-- Problem to solve --
From the records, return each line that has the word "stream" in it.
□ □ □ □ □
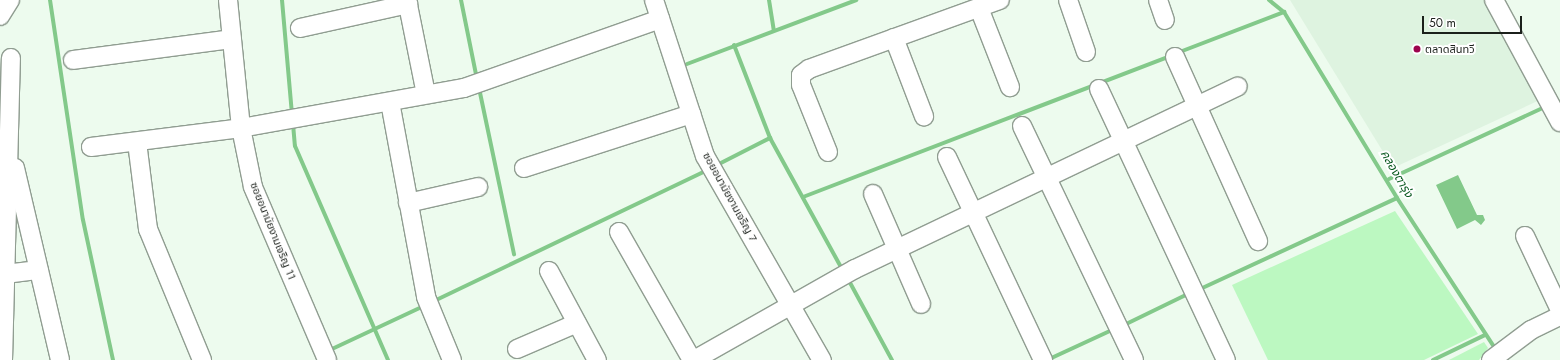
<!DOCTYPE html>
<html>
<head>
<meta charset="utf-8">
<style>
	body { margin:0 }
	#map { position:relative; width:1560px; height:360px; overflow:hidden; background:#edfbee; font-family:Jost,"Noto Sans Thai",sans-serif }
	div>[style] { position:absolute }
	.built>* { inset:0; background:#def3e0 }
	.green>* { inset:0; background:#bcf8c1 }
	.water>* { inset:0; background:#83c98a }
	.stream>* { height:4px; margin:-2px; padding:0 2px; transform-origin:2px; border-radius:2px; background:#83c98a }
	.roads { filter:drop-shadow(1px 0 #909d91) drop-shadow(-1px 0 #909d91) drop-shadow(0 1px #909d91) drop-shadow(0 -1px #909d91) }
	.minor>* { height:18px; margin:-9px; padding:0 9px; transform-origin:9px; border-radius:9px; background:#fff }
	.dots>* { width:11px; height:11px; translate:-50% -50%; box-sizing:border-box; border:2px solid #fff; border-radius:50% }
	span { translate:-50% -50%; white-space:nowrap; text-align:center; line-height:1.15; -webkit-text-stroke:4px #fff; paint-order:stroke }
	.poi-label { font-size:11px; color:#1b201b }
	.left { translate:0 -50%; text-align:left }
	.street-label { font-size:11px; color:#1b201b }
	.water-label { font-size:12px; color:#08581e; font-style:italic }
	.scale { position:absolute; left:1422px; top:16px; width:100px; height:18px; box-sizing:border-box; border:2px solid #1b201b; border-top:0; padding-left:5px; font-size:12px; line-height:14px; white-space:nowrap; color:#1b201b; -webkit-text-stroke:3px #fff; paint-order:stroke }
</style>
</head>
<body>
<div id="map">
	<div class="built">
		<div style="clip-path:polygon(1290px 0,1486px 0,1542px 99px,1393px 168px)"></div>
	</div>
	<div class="green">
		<div style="clip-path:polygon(1395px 211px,1478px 334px,1424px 360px,1268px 360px,1232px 285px)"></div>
		<div style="clip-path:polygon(1484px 342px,1488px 348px,1479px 360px,1449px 360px)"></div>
	</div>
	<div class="water">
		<div style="clip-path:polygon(1458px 175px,1477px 215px,1483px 215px,1485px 220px,1481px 225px,1475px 220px,1457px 229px,1436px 185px)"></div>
	</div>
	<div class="stream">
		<div style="left:50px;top:0;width:222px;rotate:81.5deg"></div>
		<div style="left:83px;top:220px;width:143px;rotate:77.9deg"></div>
		<div style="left:282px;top:0;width:115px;rotate:85deg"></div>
		<div style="left:461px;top:0;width:81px;rotate:78.6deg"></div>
		<div style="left:769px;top:0;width:30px;rotate:81deg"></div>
		<div style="left:1269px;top:0;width:19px;rotate:39deg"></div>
		<div style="left:1284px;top:12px;width:218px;rotate:58.7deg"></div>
		<div style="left:1397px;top:198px;width:181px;rotate:56.9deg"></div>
		<div style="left:734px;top:45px;width:100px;rotate:68.8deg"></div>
		<div style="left:770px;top:138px;width:152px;rotate:61.2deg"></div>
		<div style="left:1177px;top:53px;width:115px;rotate:-21deg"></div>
		<div style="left:687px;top:64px;width:181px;rotate:-20.7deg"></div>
		<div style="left:479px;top:88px;width:170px;rotate:78.1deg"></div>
		<div style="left:293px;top:124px;width:22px;rotate:85deg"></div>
		<div style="left:295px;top:146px;width:233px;rotate:66.5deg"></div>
		<div style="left:715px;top:166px;width:62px;rotate:-27deg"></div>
		<div style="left:1389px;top:179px;width:174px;rotate:-24.8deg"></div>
		<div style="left:803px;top:197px;width:394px;rotate:-21deg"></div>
		<div style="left:848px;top:279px;width:92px;rotate:61.5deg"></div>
		<div style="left:1198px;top:290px;width:219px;rotate:-24.8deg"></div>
		<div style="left:432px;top:302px;width:305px;rotate:-25.6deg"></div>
		<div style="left:1122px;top:326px;width:76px;rotate:-25.9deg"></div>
		<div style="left:332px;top:349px;width:102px;rotate:-25.1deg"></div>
		<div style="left:1047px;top:360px;width:74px;rotate:-24.8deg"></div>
		<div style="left:1433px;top:360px;width:58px;rotate:-25.7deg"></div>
	</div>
	<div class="roads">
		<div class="minor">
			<div style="left:228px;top:0;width:129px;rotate:84.2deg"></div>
			<div style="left:241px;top:128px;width:60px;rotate:78.5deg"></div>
			<div style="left:253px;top:187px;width:188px;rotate:66.8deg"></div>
			<div style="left:407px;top:0;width:96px;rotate:78.6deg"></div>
			<div style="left:654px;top:0;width:164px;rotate:71.9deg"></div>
			<div style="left:705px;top:156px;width:235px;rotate:60.2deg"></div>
			<div style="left:1068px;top:0;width:55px;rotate:70.9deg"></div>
			<div style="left:1158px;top:0;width:21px;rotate:71deg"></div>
			<div style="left:1494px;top:0;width:139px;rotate:61.6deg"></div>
			<div style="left:979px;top:8px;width:85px;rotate:68.6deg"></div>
			<div style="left:0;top:16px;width:19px;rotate:-58deg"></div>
			<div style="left:300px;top:28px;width:111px;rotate:-12.5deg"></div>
			<div style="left:894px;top:38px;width:84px;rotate:69deg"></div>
			<div style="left:1175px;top:57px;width:202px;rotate:65.7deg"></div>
			<div style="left:73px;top:60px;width:160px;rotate:-7.5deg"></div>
			<div style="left:1099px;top:89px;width:299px;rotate:64.9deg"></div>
			<div style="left:390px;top:102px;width:198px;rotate:79.5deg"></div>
			<div style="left:426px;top:297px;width:68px;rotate:67.6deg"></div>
			<div style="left:1022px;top:126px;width:259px;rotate:64.4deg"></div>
			<div style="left:137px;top:142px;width:88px;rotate:82.8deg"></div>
			<div style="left:148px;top:229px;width:142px;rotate:67.6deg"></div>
			<div style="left:91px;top:147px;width:151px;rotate:-7.2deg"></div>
			<div style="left:241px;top:128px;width:227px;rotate:-10.2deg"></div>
			<div style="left:464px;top:88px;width:208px;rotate:-19.4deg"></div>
			<div style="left:828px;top:152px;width:72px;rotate:-111.9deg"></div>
			<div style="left:801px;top:85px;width:10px;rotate:-90deg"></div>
			<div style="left:801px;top:75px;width:10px;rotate:-37deg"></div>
			<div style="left:809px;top:69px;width:203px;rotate:-19.9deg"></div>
			<div style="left:947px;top:157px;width:225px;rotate:64.7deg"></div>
			<div style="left:15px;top:168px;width:197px;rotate:76.8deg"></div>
			<div style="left:524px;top:168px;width:176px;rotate:-17.9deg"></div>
			<div style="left:873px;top:194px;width:120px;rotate:66.4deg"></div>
			<div style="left:408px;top:203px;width:72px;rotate:-12.9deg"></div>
			<div style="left:619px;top:232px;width:147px;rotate:60.3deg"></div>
			<div style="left:1525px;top:236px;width:82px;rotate:64.7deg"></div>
			<div style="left:549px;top:271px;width:101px;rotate:61.7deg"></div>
			<div style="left:5px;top:274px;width:34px;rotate:-7deg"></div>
			<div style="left:517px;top:349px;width:65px;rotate:-23.4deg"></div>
			<div style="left:3px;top:360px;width:302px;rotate:-88.5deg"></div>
			<div style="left:694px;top:360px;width:185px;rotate:-29.5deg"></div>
			<div style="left:855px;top:269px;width:424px;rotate:-25.5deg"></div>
			<div style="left:1491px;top:360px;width:50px;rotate:-36.9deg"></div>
			<div style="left:1531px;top:330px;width:32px;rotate:-26deg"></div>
		</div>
	</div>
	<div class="dots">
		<div style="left:1417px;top:49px;background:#9d044e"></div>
	</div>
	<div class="poi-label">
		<span class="left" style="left:1425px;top:49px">ตลาดสินทวี</span>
	</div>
	<div class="street-label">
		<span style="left:730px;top:197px;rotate:61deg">ซอยอนามัยงามเจริญ 7</span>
		<span style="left:273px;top:231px;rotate:68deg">ซอยอนามัยงามเจริญ 11</span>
	</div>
	<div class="water-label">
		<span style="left:1396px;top:174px;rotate:60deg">คลองตารุ่ง</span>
	</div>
	<div class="scale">50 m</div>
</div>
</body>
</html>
□ □ □ □ □
-- Solution to this exercise --
	.stream>* { height:4px; margin:-2px; padding:0 2px; transform-origin:2px; border-radius:2px; background:#83c98a }
	<div class="stream">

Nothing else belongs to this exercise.